§ **EXERCISE**:
Return the full set of entries below exactly, leaving every image out.

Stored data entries

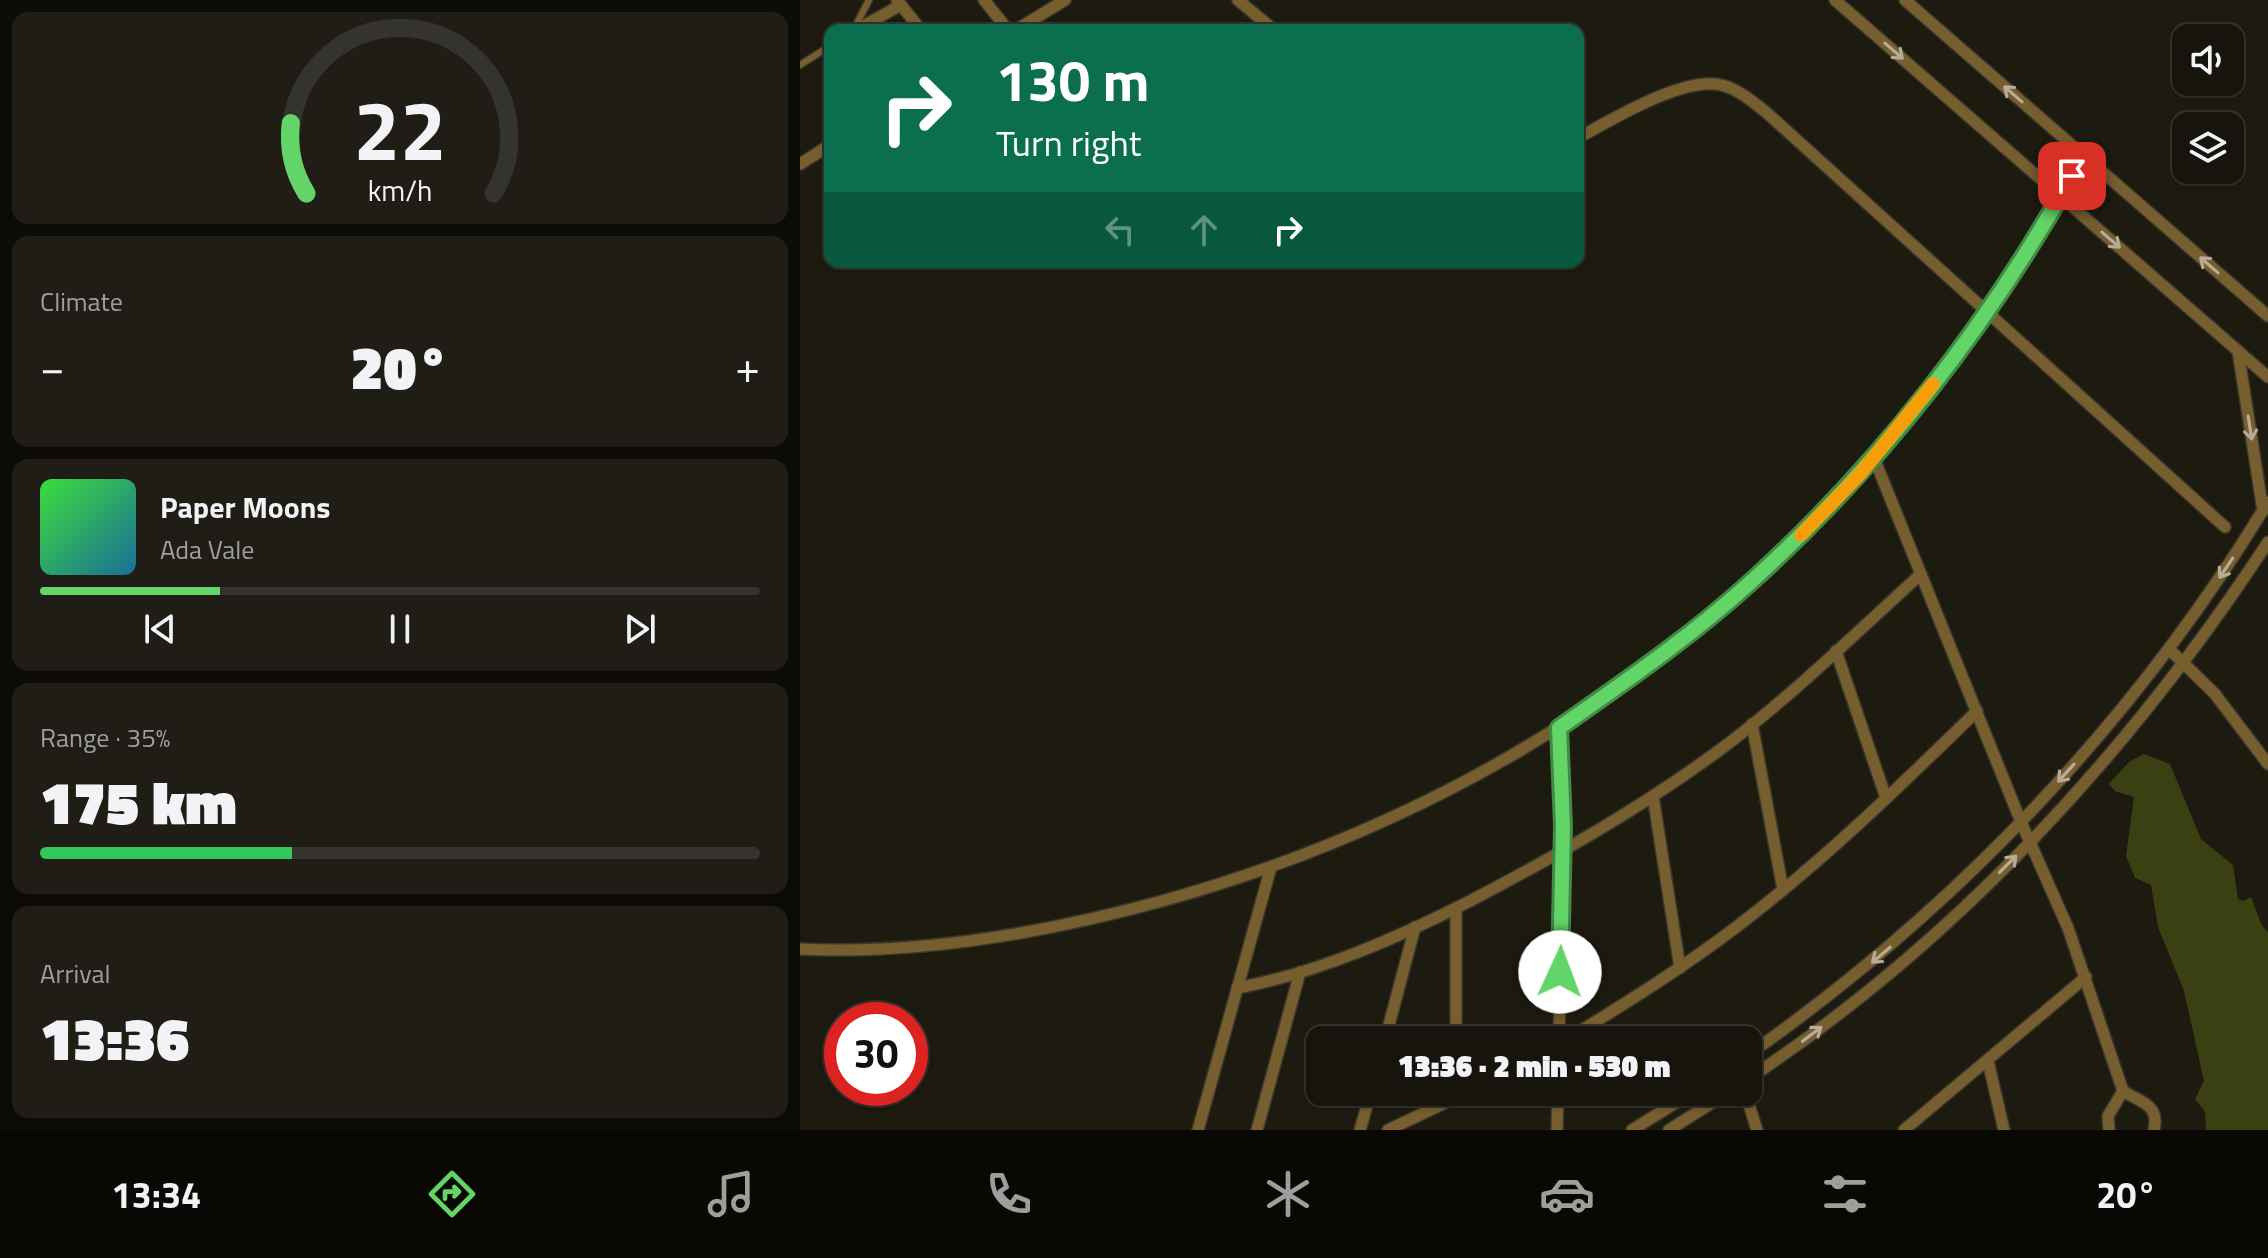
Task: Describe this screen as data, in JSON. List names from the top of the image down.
{
  "page": {
    "turn": ["130 m", "Turn right"],
    "tile": [
      "Climate",
      ["Range · 35%", "175 km"],
      ["Arrival", "13:36"]
    ],
    "heat": ["−", "20°", "+"],
    "song": ["Paper Moons", "Ada Vale"],
    "limit": "30",
    "trip": "13:36 · 2 min · 530 m",
    "tabs": ["13:34", "20°"],
    "gauge": ["22", "km/h"]
  }
}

§ **TASK ANSWER**:
Task: Describe this screen as data, in JSON. List names from the top of the image down.
{
  "page": {
    "turn": ["130 m", "Turn right"],
    "tile": [
      "Climate",
      ["Range · 35%", "175 km"],
      ["Arrival", "13:36"]
    ],
    "heat": ["−", "20°", "+"],
    "song": ["Paper Moons", "Ada Vale"],
    "limit": "30",
    "trip": "13:36 · 2 min · 530 m",
    "tabs": ["13:34", "20°"],
    "gauge": ["22", "km/h"]
  }
}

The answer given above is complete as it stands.